Italian land and nature: Matera, A City Rediscovered
- WTI Magazine #114 Apr 20, 2019
Touring Matera is like experiencing a forgotten past - you feel as though you are setting foot in a nativity scene when you visit this charming city in Lucania. It’s no coincidence it’s referred to as the second Bethlehem, and was the setting for Mel Gibson’s movie The Passion, and Pier Paolo Pasolini’s Il Vangelo secondo Matteo (The Gospel According to St. Matthew).
In the 1950’s when the inhabitants who lived in the grottos dug out of the mountain were forced to abandon those dwellings to settle in modern districts, no one would have ever thought that those grottos - the Sassi - would have become the symbol of a reborn city. UNESCO added the Sassi of Matera to its list of World Heritage Sites in 1993, as a whole and millennial way of life to be preserved and handed down to our descendents. In fact, it was recognized as a model for living harmoniously with the environment while integrating with it and taking advantage of resources without disturbing the environment.
The People of the Sassi
Geologists call it calcarenite and common folk refer to it as tuff: It’s the rock surrounding Matera that this land’s master craftsmen learned to work with in ancient times. This friable, adaptable material is abundant in the mountain that dominates the city, so it seemed only natural for the people from Matera to go up there and dig out that rock to build a home in it.
The material that was extracted was processed to make the façade of the dwelling. After the first home, others were built until there was a network of houses, tunnels and alleyways passing over and in each other to become that magic place called Sassi - a gigantic sculpture, a miracle of town planning that has been recognized as a World Heritage Site.
Since then, several efforts have been made to restore them. Today a visit of the Sassi is a true journey into the past of these people.
However, Matera is not just the Sassi. In fact the city encompasses several areas associated with different eras. The oldest one is in the Civita district, which due to its morphology, can be considered a natural fortress. The area is also home to the Romanesque Duomo or Cathedral, built c. 1268-1270 on the acropolis. It houses many works of art including a Byzantine Madonna from the 13th century called Madonna della Bruna.
The Medieval Renaissance section is located along il Piano or plain, on the outskirts of the Sassi.
Matera has many churches from the 13th-19th centuries, with a large Baroque group, S. Giovanni, S. Domenico and the duomo being the oldest.
Il Parco della Murgia
In some way, Matera is the symbol of a rural civilization that has been able to keep its traditions alive. The most significant expression of rural art developed in the area of Matera is in the many churches dug out of the tuff, which often times are frescoed. They are scattered around the Murgia plateau or encompassed within the urban fabric of the Sassi of Matera.

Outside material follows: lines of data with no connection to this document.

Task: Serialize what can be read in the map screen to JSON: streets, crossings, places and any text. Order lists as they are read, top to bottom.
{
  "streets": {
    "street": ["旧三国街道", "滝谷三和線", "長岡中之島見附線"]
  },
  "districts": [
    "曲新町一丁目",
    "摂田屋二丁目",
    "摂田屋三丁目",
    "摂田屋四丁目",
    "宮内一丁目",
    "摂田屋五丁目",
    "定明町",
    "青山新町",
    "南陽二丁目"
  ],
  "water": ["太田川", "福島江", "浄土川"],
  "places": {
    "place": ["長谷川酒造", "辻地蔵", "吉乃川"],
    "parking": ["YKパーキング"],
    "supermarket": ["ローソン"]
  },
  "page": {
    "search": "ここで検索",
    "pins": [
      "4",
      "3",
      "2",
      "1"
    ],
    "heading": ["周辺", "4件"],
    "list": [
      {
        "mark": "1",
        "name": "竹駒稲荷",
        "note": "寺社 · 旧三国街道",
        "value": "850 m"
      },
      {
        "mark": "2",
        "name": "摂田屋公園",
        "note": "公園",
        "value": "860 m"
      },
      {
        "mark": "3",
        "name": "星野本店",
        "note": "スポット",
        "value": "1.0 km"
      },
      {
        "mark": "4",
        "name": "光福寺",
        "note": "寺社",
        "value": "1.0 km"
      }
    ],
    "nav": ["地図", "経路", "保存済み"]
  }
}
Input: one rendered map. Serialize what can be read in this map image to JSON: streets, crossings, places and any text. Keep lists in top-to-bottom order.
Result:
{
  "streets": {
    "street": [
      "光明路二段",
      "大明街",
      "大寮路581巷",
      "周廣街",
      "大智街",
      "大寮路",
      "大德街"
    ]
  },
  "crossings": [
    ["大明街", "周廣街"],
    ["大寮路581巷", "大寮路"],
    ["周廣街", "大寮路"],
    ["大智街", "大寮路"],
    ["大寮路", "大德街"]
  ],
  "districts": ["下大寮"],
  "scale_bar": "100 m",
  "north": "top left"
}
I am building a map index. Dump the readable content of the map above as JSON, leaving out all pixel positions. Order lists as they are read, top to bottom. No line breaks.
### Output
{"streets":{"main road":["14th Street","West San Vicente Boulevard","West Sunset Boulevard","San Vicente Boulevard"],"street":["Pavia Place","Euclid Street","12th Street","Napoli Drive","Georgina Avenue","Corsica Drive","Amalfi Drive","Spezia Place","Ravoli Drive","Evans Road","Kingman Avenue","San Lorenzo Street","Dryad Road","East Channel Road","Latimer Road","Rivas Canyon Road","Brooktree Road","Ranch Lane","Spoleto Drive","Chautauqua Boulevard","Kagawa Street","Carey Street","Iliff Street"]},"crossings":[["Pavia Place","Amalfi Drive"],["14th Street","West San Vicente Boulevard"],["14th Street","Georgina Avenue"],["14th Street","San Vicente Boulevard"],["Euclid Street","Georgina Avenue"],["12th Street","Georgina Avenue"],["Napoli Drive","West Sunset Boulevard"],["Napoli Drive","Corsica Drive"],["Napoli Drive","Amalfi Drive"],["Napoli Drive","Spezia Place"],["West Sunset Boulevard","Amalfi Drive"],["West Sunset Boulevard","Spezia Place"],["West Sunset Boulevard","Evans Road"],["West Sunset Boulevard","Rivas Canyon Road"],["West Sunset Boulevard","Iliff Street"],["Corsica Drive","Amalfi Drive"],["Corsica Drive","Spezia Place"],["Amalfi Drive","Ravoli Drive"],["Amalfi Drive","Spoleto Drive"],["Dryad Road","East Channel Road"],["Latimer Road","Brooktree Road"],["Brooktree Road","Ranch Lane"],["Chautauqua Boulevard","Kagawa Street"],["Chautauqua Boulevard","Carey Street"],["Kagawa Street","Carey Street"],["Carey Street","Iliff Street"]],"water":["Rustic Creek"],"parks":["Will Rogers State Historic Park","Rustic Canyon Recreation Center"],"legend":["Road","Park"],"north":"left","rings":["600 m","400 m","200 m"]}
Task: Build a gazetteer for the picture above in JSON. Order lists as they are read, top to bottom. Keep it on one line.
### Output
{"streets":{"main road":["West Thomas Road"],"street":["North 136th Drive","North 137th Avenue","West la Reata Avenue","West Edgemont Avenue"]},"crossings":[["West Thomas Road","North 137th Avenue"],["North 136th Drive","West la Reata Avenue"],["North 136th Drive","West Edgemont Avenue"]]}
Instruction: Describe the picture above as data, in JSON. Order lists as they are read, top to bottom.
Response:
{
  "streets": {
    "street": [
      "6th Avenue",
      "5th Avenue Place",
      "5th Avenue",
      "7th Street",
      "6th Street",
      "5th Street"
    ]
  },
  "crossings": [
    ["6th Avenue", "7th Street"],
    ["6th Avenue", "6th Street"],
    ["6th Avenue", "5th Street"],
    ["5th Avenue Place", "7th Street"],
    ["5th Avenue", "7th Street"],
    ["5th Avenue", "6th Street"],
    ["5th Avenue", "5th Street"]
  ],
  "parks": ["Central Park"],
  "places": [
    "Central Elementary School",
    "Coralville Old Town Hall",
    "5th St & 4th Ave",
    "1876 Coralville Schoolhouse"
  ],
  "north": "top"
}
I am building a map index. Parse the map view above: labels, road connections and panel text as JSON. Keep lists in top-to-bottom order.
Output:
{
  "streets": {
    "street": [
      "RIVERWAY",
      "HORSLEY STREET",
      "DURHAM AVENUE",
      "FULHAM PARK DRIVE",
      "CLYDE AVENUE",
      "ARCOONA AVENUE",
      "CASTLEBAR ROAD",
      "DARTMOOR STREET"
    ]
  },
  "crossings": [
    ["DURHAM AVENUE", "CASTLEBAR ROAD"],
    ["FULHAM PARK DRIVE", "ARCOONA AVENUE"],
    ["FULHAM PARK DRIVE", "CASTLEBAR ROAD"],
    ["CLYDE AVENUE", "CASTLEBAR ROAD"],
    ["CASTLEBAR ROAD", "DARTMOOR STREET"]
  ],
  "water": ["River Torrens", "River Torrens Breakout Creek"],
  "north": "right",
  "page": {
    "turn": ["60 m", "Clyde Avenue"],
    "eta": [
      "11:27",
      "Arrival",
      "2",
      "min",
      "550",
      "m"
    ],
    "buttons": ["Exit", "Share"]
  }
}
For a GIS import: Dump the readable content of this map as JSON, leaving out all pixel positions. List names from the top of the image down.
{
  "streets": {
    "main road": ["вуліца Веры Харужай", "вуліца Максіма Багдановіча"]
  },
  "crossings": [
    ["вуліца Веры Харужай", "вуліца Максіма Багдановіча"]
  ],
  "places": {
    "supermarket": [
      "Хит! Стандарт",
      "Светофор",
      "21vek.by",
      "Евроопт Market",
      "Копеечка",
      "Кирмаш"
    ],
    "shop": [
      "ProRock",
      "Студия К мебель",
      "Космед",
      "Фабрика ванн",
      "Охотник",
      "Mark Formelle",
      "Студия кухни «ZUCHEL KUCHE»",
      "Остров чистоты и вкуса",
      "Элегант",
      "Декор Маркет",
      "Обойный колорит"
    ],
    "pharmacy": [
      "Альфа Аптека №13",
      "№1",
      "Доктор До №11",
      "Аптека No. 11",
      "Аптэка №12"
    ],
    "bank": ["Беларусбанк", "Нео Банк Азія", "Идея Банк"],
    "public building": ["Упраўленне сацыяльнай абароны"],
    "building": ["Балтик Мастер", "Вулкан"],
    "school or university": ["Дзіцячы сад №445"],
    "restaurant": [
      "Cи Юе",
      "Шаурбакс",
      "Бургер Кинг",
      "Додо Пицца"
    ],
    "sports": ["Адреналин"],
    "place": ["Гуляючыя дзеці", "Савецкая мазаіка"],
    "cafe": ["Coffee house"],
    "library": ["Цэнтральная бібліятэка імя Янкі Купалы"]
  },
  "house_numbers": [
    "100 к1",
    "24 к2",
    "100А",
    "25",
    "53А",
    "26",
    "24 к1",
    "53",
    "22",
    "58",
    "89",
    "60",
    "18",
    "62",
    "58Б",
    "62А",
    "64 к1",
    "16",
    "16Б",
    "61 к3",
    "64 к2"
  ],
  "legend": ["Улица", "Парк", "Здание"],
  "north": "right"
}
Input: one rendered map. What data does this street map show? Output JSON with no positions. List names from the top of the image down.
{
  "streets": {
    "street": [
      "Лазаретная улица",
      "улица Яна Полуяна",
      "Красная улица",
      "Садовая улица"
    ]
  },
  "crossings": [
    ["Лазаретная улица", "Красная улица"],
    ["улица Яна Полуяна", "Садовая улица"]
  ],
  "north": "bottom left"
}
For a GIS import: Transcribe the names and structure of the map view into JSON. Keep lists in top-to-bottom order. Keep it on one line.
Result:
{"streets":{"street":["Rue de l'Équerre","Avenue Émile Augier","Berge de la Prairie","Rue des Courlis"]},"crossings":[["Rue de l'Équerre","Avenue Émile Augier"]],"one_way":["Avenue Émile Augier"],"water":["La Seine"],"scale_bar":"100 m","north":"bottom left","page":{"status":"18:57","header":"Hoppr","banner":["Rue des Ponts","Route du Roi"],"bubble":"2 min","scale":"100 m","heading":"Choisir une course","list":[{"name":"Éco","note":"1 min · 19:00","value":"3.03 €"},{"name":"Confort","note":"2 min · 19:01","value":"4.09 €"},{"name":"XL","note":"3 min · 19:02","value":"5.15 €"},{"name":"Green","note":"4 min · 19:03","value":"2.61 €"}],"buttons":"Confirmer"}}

Make sure you visit the Parco Archeologico Storico Naturale della Murgia e delle Chiese Rupestri del Materano, extending for over 8,000 hectares amongst the towns of Matera and Montescaglioso. At first sight, it appears to be a rocky desert dotted by low vegetation, carved out by deep canyons, steep precipices and shaped by the atmospheric events. Even in this inaccessible area with a seemingly desert appearance, nature has created a large number of plants and animals and man has left traces of his presence from prehistoric times to date.
The oldest indications of this presence were discovered near the Grotta dei Pipistrelli (Bat Cave), which is located along a ravine that can be accessed from the Agna di Matera neighborhood. This grotto was dug out by the sea and has been lived in by man since the Upper Paleolithic period.